DH is convinced it is not BO. He says it smells like extremely strong 'dog' or similar and the guy does have a dog but this is v recent.

toadstool I think your suggested approach would be right.

DH is dreading it. Although the guy is 2 tiers lower they work alongside each other a lot.

OP posts:
nancy75 · 23/04/2009 23:30

i have had to deal with this a couple of times nad have always said words to the effect of. i have noticed that you have a body odour issue at the moment, i wanted to bring it up with you before anybody else in the workplace noticed and before it became an issue.
there is nothing worse than the person thinking that everyone in the office is talking about them.
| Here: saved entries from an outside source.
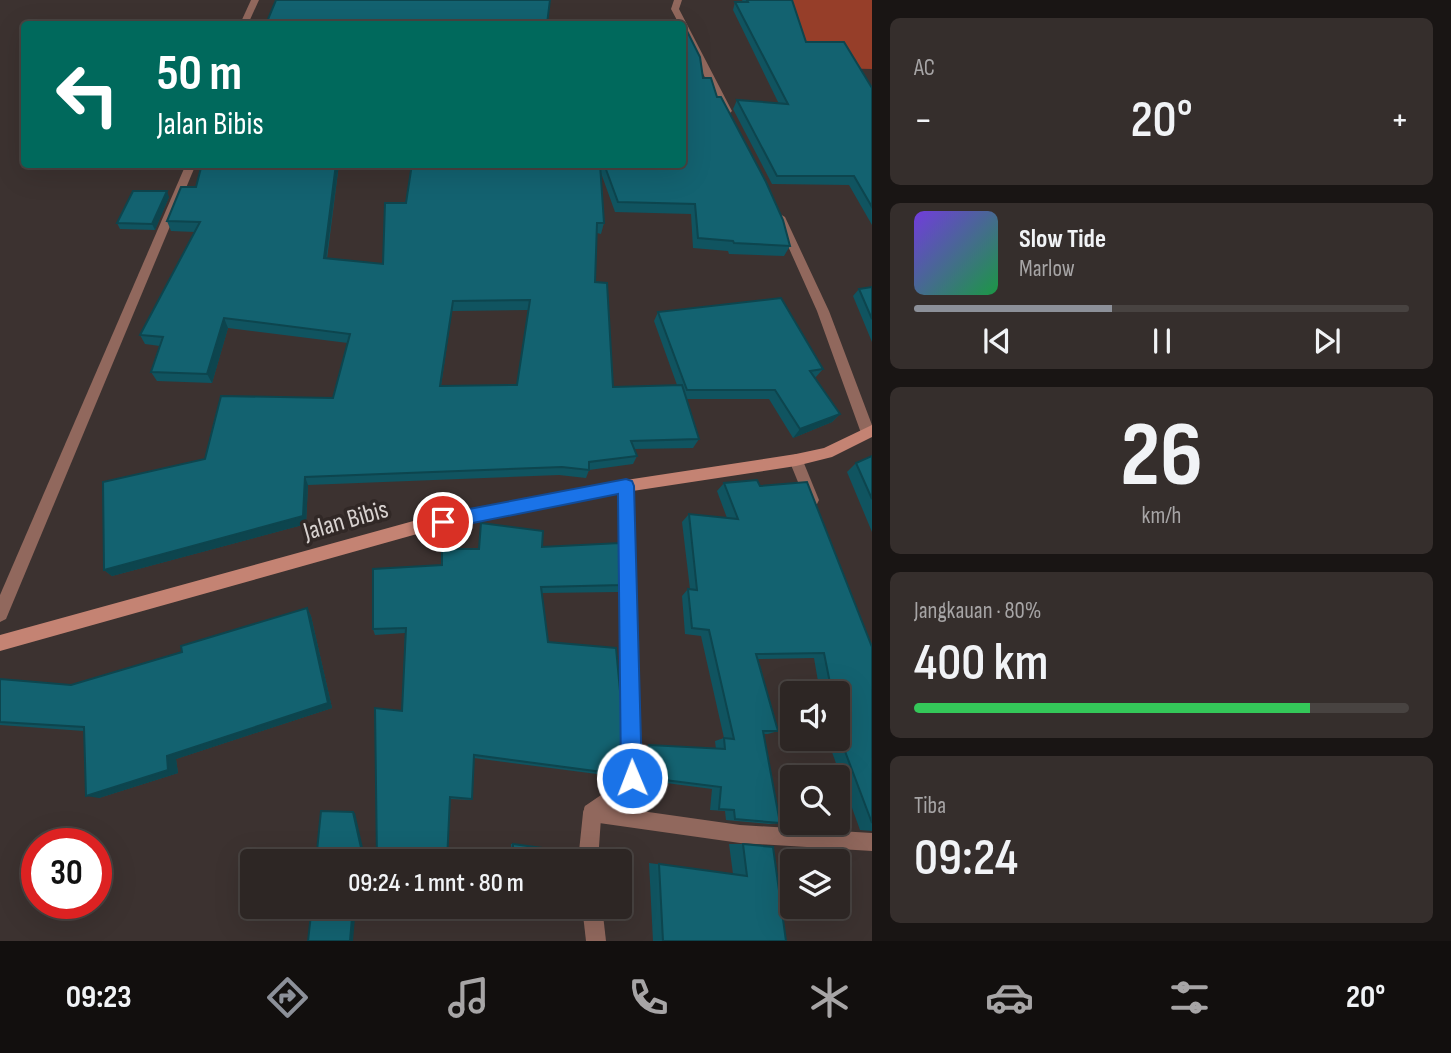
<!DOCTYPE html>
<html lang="id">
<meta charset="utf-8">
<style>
body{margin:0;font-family:"Sofia Sans Condensed",sans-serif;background:#352e2c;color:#f1f3f6;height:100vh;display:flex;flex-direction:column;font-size:26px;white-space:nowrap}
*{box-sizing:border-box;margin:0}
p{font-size:23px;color:#a7a5a6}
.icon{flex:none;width:38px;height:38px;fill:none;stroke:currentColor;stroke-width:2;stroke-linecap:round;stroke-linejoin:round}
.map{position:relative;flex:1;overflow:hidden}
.drawer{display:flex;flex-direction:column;gap:18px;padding:18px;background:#191514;width:579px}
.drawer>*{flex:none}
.hud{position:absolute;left:21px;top:21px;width:665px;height:147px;border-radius:7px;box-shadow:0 7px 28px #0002,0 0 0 2px #484341;background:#00695c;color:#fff;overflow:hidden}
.buttons{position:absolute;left:780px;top:681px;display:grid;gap:14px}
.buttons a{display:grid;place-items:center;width:70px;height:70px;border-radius:7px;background:#2d2624;box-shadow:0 7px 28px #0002,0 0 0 2px #484341;font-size:35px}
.speed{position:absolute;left:21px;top:828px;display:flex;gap:14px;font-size:35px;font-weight:700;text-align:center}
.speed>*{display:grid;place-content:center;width:91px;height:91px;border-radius:50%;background:#2d2624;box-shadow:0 7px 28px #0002,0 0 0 2px #484341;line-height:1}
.speed .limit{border:10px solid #d22;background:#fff;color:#111}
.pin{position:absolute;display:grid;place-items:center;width:60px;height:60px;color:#fff;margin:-30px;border:4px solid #fff;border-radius:50%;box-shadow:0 2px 7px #0007}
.me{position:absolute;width:77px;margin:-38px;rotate:359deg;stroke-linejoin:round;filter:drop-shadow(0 0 5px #0008)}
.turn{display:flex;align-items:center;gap:24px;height:147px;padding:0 21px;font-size:32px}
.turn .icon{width:91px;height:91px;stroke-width:2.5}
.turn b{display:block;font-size:49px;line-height:60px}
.big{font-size:52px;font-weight:600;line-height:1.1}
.drawer .tile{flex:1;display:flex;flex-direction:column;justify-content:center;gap:10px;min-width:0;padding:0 24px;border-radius:10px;background:#352e2c}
.drawer .dial{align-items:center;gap:0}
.dial b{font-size:91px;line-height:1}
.song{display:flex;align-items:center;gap:21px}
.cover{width:84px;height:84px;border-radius:10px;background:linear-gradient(135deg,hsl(260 70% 55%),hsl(140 70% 35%))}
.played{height:7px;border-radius:4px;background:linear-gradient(90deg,#8c9099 40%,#484341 40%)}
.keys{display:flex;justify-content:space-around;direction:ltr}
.heat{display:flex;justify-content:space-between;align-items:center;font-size:38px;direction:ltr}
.charge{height:10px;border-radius:5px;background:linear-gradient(90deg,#34c759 80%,#484341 0)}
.trip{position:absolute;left:240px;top:849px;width:392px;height:70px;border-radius:7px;background:#2d2624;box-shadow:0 7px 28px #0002,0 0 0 2px #484341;font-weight:600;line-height:70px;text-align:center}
.dock{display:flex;height:112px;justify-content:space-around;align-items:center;background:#120f0e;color:#a7a5a6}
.dock .icon{width:49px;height:49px}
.dock .on{color:#8c9099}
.dock b{font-size:32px;color:#f1f3f6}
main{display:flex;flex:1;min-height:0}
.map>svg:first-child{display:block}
</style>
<main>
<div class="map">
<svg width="872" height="941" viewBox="0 0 872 941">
<rect width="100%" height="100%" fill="#3c3230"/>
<!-- green -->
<polygon fill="#963e29" points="746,0 872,0 872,69 829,68"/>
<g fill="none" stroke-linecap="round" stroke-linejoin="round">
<!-- service -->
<g fill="#91685d" fill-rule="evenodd">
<polygon points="796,454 801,456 819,500 817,504 812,506 807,504 789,460 791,456"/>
<polygon points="592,804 740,825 872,833 872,851 740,843 592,822 585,820 583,813 585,806"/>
</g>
<!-- minor -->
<g fill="#91685d" fill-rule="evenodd">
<polygon points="674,0 682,0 679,9 732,111 730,113 722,111 682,32 682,24 679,24 671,9"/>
<polygon points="780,214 785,217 829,311 872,425 872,437 863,437 861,433 817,311 775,217"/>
<polygon points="626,480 631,482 633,486 641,778 632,794 601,818 598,861 578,861 583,813 585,806 620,782 623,776 619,486 621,482"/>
<polygon points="582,906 602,906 606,941 586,941"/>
</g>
<!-- tertiary -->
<g fill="#91685d" fill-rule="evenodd">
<polygon points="251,0 259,0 248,24 240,24"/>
<polygon points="186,164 196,164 6,619 0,622 0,595"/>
</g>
<!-- secondary -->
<polygon fill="#c48373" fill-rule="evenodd" points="872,425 872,437 832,457 796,466 626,492 417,534 0,651 0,635 417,520 626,480 796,454 824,448"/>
</g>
<!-- wall -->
<g fill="#105460" fill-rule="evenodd">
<polygon points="742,0 792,0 806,42 872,88 872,225 849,185 772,184 733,109 737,100 779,104 733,10 735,2 743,2"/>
<path d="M605,21h77l18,36 3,21h8l6,19h4l45,85 17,38 7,26 -6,10 -55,-2 -1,-3 -35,-3 -2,-34 -76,-2 -14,-39 3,50 -3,11 -4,-1 -2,49 12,1 6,104 64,-2 -23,-64 4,-9 123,-14 42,71 -8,9 25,36 -8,8 -39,16 -24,-39h-82l12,40 -6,9 -59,1 3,7 -4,8 -44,6 -3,8 -27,-3 -251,10 -2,39 -194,52 -8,-6 -1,-88 102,-23 16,-63 112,2 15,-55 -120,-15 -16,55 -55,-2 -6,-9 9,-26 -15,-2 -5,-9 55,-103 -24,-1 -4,-10 14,-34h15l6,-23h137l-12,95 56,5 2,-61h21l6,-39h270v-140h-78zM528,310l-11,75 -76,1 11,-75z"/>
<polygon points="169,197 155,230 120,229 117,223"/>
<polygon points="872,287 872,342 853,296 859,289"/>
<polygon points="872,456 872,532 847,472 856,463"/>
<polygon points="724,483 760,486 872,647 872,831 860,830 828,741 828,738 838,738 838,693 820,693 814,658 758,659 778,731 768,734 764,734 780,823 769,824 726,820 725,811 710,810 712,789 643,780 643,748 649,745 716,749 715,741 724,738 701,636 685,634 682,596 688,589 690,589 682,522 689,514 727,518 717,491"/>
<polygon points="542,547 622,585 618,592 542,593 548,642 625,775 620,777 474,758 472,799 471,800 450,799 402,711 405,633 375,635 373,629 442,565"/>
<polygon points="307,608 311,616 332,708 176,759 178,773 99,798 84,731 0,725 0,679 71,685 182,652"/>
<polygon points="511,844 513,844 572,861 511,861"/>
<polygon points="729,844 743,844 786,941 653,941 649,863 733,874"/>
</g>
<!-- shaded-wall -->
<g fill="#0d454e">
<polygon points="336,164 339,164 325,268 324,258"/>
<polygon points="167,191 169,197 155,230 152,224"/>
<polygon points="453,301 452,311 439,395 440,386"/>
<polygon points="224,318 228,328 212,383 207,374"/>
<polygon points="840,414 832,422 793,438 800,429"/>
<polygon points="305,477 308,485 306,524 112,576 104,570"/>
<polygon points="307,608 311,616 332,708 176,759 178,773 99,798 86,796 167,756"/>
<polygon points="353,812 355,813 366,861 364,861"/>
<polygon points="353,906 356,906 353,941 350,941"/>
</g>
<!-- building -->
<g fill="#136270" stroke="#0d454e" stroke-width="2" fill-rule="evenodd">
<polygon points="276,0 550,0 547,24 266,24"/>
<polygon points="747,0 792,0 806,42 844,42 872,88 872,207 854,176 777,176 737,100 788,104 735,2 748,2"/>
<polygon points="605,21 682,21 700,57 703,78 711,78 717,97 721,97 766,182 783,220 790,246 734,243 733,241 698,238 695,204 618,202 604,164 682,164 682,24 607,24"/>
<path d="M202,164h134l-12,94 59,6 2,-61h21l6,-39h188l4,59h-7l-2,59 12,1 6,104 69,-2 17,54 -68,2 6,15 -48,6v8l-27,-3 -257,10 -2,39 -199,54 -1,-88 102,-23 16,-63 112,2 17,-64 -126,-16 -17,56 -56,-2 12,-35 -23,-2 60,-113 -33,-1 14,-34h15zM530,300l-13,85 -77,1 13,-85z"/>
<polygon points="133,191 167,191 152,224 117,223"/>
<polygon points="872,287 872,319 859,289"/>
<polygon points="781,298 823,369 810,371 840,414 800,429 775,390 687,390 658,312"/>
<polygon points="872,456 872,499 856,463"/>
<polygon points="757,480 760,486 807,482 872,647 872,823 840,738 838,729 838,693 832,693 824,653 756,654 778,731 763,731 780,823 735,819 734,810 719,809 721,787 649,778 649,745 725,749 724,738 734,739 709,630 692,628 688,589 697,590 689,514 738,519 724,483"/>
<polygon points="481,523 543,531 542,547 620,543 622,585 541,587 548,642 616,648 625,744 625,775 474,755 472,799 450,797 447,861 377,861 375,708 402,711 406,628 373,629 373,569 442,565 442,549 479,549"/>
<polygon points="307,608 328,703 167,756 168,770 86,796 84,727 0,722 0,679 71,685 182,652 181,646"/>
<polygon points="321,811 353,812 364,861 316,861"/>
<polygon points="513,844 571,852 572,861 513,861"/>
<polygon points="743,844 773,847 786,941 663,941 659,864 747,876"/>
<polygon points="312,906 353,906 350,941 308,941"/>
</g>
<!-- route -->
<polygon fill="#1a73e8" stroke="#114b97" stroke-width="2" points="626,479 632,481 634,486 642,778 639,785 632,788 624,785 621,778 618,494 443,529 437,527 435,522 437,517 443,514"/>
<g text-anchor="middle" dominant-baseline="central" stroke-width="7" stroke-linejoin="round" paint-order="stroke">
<!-- street labels -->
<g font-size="26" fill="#d7d1cf" stroke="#312826">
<text transform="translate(346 521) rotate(-16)">Jalan Bibis</text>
</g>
</g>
</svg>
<div class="buttons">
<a><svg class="icon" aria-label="sound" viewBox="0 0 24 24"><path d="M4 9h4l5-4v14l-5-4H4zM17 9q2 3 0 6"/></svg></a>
<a><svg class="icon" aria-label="search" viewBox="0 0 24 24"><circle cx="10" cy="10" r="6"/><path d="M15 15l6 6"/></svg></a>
<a><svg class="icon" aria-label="layers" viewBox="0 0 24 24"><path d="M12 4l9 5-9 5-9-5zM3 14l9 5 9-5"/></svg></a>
</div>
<div class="speed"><div class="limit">30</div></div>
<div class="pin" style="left:443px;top:522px;background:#d93025"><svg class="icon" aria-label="arrive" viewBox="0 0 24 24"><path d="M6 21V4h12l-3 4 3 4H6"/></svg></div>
<svg class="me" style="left:632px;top:778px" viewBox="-20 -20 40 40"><circle r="17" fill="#1a73e8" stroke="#fff" stroke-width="3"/><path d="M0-11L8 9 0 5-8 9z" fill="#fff"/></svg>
<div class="trip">09:24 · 1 mnt · 80 m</div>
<div class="hud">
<div class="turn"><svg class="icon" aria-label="left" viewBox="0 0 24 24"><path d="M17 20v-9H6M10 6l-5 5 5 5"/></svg><div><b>50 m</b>Jalan Bibis</div></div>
</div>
</div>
<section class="drawer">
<div class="tile"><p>AC</p>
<div class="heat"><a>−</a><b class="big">20°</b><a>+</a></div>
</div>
<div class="tile">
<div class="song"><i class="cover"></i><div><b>Slow Tide</b><p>Marlow</p></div></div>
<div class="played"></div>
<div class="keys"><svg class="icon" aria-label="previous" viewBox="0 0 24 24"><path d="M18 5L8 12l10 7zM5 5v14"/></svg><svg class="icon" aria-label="pause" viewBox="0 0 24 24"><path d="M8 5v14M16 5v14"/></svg><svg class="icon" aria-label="next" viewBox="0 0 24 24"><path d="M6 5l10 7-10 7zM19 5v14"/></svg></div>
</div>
<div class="tile dial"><b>26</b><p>km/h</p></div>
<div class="tile"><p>Jangkauan · 80%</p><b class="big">400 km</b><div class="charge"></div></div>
<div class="tile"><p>Tiba</p><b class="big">09:24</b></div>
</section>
</main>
<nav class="dock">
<b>09:23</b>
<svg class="icon on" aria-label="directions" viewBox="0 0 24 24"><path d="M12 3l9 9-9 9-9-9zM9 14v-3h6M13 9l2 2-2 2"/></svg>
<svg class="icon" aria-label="music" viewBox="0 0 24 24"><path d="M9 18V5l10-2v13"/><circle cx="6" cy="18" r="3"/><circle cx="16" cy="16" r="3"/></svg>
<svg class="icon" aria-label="phone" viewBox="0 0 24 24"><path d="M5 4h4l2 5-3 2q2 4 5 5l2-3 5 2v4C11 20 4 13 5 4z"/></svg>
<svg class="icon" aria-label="climate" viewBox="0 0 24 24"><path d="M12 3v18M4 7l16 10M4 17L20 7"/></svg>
<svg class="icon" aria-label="car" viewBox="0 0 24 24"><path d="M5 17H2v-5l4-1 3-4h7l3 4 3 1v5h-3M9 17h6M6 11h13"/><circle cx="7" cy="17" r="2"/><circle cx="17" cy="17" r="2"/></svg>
<svg class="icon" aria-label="filters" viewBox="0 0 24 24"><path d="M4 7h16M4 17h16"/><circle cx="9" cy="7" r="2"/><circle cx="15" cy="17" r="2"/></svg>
<b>20°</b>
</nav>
ladette · 23/04/2009 23:38

it could be a laundry issue - not washing clothes or washing but not being able to dry clothes properly so they smell damp? This is such a sensitive issue, and an awful one to have to deal with, but think flowerybeanbag has written what I would have posted.

ladette · 23/04/2009 23:39

(tho also like Nancy's suggestion)

CandleQueen · 23/04/2009 23:44

When your DH has dealt with this issue, could you send him around here to have a quiet word with my DH?
The buying of RightGuard and bluntly saying "You need a shower. You smell of onions" does not seem to be working.

kidowner · 23/04/2009 23:49

I had to deal with this issue at work and I was in early pregnancy where I was acutely aware of bad smells.

It was so bad that when I tried to talk to her I was retching so much I could hardly speak.

I eventually managed to say "Your washing machine has broken down hasn't it? Because it's not washing your clothes properly."

I didn't need to say any more, problem was resolved.

pickupthismess · 24/04/2009 09:32

Showed DH this thread last night and he was he now thinks he will try Nancy's idea but will ponder yours too thanks flowery. He seems a lot happier since he saw them!! Though still dreading it. He said the guy smelt a little less rank yesterday.

OP posts:
StealthPolarBear · 24/04/2009 09:38

I do like nancy's idea (nancy am I following you around to agree with you?!) as that implies that no-one else has noticed. Much easier to be embarrassed in front of one, concerned colleague than a roomful.
Oh and do it near the end of the day so he can go home almost straight away!